Principle:FlowiseAI Flowise Evaluation Rerun
| Property | Value |
|---|---|
| Principle Name | Evaluation_Rerun |
| Overview | Technique for re-executing a previous evaluation run to measure improvement after chatflow modifications |
| Domain | AI Evaluation, Iterative Improvement, Regression Testing |
| Source | FlowiseAI/Flowise repository: packages/ui/src/api/evaluations.js |
| Last Updated | 2026-02-12 14:00 GMT |
Description
After modifying a chatflow (changing prompts, swapping models, adjusting parameters), users re-run the same evaluation to compare results. The re-run creates a new version of the evaluation using the same dataset and evaluators but tests against the updated chatflow. This enables iterative improvement tracking.
The re-run process:
- The user identifies an existing evaluation run that was previously executed.
- The user modifies the target chatflow (e.g., refines system prompt, changes model, adjusts temperature).
- The user triggers a re-run of the evaluation, which:
- Uses the same dataset (identical input/expected-output pairs).
- Uses the same evaluators (identical scoring criteria).
- Tests against the updated chatflow (reflecting recent modifications).
- Creates a new version of the evaluation results.
- The new version's results can be compared against previous versions to measure improvement or detect regressions.
This cycle can be repeated as many times as needed, building a version history that tracks the chatflow's quality trajectory over time.
Usage
Use evaluation re-run when re-testing a chatflow after modifications to measure quality changes. This is a critical step in the iterative development workflow:
- After adjusting chatflow parameters (prompts, models, tools)

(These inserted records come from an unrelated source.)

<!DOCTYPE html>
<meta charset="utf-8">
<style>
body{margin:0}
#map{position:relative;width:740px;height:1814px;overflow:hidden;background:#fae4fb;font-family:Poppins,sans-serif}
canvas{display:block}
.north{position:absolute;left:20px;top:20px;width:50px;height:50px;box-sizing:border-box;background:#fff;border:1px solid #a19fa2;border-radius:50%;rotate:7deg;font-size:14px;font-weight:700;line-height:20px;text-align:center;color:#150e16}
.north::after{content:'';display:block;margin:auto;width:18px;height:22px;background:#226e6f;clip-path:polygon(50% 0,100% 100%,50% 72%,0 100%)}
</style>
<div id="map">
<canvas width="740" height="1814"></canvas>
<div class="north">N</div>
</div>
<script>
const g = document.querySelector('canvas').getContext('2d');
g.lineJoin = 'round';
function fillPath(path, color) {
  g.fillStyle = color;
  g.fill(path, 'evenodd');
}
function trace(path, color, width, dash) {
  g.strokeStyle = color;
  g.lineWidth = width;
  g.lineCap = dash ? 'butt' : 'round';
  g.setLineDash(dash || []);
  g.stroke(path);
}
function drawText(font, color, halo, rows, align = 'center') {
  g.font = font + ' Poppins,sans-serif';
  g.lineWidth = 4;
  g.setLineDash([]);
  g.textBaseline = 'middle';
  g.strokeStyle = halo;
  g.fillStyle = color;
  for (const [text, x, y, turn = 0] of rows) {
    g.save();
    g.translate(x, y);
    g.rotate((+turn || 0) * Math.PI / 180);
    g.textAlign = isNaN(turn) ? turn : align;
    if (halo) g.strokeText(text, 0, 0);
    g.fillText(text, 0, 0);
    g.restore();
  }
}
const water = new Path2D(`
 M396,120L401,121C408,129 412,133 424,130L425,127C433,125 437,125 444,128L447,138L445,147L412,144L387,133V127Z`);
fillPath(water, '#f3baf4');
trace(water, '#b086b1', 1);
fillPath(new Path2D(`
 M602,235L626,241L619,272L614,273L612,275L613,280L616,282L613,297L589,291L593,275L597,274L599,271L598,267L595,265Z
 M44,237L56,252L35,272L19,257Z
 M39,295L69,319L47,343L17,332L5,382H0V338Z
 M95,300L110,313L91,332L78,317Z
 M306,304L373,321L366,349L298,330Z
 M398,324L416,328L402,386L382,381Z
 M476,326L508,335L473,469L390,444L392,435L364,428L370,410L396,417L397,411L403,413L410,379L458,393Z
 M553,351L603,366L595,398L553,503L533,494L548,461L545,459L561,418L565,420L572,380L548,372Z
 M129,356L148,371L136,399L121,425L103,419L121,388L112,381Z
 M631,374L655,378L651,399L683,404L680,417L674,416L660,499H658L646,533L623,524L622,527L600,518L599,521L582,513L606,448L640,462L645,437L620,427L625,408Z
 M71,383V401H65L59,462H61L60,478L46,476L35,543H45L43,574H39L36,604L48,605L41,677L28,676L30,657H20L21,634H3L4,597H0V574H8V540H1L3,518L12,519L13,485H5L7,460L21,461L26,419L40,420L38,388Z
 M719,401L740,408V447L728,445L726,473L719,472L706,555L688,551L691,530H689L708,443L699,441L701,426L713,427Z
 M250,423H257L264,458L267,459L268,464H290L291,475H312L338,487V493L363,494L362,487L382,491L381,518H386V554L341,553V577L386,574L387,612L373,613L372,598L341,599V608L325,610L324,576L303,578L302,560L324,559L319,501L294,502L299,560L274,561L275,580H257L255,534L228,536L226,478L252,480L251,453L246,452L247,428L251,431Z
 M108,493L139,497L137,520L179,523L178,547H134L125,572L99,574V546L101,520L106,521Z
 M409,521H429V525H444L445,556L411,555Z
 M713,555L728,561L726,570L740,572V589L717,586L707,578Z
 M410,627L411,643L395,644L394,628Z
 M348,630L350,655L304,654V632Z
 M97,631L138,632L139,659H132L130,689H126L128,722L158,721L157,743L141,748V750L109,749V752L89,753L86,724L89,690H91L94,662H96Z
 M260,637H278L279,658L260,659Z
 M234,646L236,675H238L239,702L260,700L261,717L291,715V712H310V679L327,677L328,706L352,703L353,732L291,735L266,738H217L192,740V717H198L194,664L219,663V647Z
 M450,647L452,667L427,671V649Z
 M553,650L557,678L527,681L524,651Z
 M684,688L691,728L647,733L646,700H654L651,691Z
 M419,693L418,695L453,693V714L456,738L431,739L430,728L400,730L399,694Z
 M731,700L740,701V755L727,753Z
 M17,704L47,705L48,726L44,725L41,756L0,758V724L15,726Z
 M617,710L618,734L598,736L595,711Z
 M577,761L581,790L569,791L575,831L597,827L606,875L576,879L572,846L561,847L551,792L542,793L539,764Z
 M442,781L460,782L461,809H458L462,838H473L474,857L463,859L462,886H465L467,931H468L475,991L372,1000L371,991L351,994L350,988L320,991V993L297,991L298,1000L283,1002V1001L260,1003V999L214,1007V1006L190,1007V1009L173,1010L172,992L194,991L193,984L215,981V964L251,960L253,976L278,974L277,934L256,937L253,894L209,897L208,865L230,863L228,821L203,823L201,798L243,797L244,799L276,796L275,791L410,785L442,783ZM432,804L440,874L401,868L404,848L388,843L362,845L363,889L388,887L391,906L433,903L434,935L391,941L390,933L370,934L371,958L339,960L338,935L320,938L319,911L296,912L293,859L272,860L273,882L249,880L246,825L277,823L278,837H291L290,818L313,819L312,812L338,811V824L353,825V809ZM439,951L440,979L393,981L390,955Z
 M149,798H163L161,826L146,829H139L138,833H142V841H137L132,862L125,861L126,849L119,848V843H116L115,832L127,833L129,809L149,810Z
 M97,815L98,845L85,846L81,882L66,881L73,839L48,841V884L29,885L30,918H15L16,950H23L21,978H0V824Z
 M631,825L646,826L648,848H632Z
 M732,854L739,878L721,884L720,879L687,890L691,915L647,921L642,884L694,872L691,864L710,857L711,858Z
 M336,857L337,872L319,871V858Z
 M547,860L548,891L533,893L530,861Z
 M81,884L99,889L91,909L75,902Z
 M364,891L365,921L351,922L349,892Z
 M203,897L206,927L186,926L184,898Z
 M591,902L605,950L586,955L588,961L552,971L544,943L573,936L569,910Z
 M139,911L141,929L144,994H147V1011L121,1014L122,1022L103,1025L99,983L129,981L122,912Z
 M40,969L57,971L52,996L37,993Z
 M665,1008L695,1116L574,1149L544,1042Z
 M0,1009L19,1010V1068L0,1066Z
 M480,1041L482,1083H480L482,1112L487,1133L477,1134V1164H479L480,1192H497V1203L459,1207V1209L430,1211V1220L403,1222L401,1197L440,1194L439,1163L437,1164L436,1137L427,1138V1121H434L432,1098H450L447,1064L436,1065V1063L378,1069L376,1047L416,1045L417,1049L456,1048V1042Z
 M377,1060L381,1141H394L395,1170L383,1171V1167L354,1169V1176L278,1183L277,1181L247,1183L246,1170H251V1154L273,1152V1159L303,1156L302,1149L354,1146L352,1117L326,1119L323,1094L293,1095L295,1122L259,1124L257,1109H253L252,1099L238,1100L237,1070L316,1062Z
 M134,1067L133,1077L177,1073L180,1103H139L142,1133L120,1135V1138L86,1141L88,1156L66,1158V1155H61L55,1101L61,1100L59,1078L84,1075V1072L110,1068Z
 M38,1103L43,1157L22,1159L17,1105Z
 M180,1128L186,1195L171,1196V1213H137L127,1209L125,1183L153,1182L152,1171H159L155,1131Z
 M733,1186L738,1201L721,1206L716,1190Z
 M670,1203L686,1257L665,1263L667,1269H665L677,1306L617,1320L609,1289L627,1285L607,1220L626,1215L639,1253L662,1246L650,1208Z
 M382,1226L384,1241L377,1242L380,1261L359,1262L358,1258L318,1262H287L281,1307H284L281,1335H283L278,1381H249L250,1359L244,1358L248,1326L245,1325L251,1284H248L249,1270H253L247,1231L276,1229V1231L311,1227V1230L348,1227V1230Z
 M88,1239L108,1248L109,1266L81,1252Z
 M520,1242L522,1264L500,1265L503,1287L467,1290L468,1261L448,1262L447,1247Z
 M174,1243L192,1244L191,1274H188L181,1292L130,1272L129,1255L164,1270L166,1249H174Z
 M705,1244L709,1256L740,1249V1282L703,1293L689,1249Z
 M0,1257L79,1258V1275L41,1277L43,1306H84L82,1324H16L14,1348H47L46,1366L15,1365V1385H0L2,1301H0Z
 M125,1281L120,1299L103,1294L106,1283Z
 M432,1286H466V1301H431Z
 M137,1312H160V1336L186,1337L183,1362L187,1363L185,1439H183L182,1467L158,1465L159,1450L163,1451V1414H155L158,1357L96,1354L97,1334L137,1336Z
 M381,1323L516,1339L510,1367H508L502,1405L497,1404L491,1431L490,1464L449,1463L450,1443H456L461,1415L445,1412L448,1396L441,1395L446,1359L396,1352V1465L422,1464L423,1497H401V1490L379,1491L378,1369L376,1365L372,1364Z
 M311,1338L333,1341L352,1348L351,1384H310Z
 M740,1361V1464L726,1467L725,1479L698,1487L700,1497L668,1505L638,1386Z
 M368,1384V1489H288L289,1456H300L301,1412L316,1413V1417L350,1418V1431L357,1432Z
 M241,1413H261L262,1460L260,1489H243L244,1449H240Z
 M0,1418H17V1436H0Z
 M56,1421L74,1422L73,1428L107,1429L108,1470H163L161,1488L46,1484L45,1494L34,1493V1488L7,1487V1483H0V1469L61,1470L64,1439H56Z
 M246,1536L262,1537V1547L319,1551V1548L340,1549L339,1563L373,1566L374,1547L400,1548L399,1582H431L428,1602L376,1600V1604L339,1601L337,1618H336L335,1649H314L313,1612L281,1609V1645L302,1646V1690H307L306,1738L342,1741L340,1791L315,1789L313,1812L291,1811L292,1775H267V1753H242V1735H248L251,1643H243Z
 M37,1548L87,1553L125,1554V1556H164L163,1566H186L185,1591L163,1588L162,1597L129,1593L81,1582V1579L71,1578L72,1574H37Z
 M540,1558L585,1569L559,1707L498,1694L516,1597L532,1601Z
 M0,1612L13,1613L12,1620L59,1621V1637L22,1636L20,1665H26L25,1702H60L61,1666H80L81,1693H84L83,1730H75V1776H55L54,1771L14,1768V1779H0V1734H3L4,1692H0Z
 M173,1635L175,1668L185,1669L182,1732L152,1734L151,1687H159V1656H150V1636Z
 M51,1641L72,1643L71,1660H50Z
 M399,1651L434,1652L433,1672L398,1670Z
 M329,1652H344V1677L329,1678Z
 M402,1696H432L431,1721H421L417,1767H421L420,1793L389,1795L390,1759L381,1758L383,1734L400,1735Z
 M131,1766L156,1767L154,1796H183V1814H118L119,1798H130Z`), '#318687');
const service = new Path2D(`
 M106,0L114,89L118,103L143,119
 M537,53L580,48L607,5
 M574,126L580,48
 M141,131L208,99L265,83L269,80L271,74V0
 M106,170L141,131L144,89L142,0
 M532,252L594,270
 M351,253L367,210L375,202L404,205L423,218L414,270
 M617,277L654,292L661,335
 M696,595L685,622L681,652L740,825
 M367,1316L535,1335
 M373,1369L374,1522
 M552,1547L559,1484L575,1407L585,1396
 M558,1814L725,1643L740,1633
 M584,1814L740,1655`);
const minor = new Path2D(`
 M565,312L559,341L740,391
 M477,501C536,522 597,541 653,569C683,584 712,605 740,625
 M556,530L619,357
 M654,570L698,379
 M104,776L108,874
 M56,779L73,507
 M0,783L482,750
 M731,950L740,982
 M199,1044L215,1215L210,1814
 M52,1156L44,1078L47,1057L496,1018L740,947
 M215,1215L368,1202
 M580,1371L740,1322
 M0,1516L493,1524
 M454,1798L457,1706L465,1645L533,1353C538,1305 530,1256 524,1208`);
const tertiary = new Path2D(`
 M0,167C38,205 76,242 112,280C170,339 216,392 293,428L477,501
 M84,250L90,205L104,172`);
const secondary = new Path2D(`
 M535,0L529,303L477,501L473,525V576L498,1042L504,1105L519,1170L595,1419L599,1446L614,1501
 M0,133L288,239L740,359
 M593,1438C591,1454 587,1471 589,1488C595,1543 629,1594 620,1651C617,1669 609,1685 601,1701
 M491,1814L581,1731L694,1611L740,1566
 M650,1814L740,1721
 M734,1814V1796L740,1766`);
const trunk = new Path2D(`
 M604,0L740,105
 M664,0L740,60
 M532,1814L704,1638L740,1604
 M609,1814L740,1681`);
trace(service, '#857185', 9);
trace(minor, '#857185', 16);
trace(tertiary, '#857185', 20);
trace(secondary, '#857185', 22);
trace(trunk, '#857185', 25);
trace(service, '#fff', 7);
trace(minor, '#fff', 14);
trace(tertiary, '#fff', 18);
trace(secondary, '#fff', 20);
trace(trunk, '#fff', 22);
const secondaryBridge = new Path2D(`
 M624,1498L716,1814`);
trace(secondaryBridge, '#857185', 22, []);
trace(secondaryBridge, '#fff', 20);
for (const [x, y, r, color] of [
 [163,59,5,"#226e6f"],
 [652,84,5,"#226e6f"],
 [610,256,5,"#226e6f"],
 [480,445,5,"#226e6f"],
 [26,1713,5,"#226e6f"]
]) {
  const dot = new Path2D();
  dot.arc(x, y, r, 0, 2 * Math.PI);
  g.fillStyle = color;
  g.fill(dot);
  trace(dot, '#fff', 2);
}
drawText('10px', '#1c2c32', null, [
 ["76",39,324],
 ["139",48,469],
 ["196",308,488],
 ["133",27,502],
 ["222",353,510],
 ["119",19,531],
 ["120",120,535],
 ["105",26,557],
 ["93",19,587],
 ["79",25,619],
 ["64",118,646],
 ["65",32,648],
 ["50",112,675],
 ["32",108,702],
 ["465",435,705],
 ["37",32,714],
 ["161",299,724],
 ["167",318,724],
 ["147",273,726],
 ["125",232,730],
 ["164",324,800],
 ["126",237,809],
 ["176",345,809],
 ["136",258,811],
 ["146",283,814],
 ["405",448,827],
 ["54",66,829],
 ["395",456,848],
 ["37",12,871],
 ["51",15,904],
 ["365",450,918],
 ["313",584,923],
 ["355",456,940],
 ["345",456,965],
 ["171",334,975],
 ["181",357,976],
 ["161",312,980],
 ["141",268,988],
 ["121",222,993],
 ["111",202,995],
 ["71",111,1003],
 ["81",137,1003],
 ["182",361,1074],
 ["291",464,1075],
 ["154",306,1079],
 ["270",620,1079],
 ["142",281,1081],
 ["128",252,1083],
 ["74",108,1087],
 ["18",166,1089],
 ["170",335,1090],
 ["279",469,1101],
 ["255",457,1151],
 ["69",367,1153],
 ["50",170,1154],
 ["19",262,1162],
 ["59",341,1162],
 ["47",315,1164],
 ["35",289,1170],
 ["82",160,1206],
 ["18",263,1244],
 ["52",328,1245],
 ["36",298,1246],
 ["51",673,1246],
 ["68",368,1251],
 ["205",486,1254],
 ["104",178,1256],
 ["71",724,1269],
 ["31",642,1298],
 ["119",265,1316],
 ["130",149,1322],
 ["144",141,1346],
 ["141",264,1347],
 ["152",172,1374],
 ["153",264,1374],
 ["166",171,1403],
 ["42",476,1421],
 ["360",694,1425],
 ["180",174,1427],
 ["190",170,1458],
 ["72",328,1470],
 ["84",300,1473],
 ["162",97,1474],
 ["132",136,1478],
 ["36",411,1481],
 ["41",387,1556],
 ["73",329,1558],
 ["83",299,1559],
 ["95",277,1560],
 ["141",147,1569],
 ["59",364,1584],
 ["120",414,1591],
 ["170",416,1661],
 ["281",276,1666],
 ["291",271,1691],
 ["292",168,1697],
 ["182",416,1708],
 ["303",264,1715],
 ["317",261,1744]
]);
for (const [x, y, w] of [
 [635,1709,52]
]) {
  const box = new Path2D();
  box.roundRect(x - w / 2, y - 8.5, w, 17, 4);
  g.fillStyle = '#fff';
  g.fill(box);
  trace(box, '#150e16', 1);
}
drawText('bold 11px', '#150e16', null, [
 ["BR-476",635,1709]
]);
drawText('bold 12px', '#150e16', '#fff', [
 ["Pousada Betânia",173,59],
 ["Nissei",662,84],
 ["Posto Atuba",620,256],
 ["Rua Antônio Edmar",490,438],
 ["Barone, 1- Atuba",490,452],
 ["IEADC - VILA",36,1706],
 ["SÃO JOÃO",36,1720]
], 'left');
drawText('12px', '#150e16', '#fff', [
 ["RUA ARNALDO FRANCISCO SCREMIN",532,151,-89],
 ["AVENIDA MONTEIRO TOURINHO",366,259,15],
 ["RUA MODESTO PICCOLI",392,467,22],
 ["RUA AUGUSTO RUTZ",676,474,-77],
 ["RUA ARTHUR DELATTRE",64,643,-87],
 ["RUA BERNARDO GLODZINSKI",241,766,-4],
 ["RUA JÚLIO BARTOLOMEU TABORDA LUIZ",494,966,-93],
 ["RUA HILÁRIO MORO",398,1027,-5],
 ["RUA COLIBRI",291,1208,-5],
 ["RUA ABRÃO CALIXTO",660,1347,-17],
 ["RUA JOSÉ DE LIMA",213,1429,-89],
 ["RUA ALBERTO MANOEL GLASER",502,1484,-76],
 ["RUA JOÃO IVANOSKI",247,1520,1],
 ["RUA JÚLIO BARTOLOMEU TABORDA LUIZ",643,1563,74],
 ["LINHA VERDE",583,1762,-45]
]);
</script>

- After fixing issues identified in previous evaluation results
- As part of a continuous improvement process for chatflow quality
Theoretical Basis
This principle follows the iterative improvement cycle pattern. Each re-run creates a versioned snapshot of evaluation results, enabling before/after comparison. Same inputs ensure consistent testing conditions across versions.
Key aspects of the iterative improvement model:
- Controlled variables: By reusing the same dataset and evaluators, the only variable that changes between versions is the chatflow itself. This isolates the impact of chatflow modifications on quality metrics.
- Version immutability: Each evaluation version is an immutable snapshot. Previous results are never overwritten, ensuring a complete audit trail of quality changes.
- Regression detection: Comparing new results against previous versions reveals not only improvements but also regressions, where changes intended to fix one issue inadvertently degrade another dimension.
- Convergence tracking: Over multiple re-runs, the version history reveals whether iterative modifications are converging toward better quality or oscillating without clear improvement.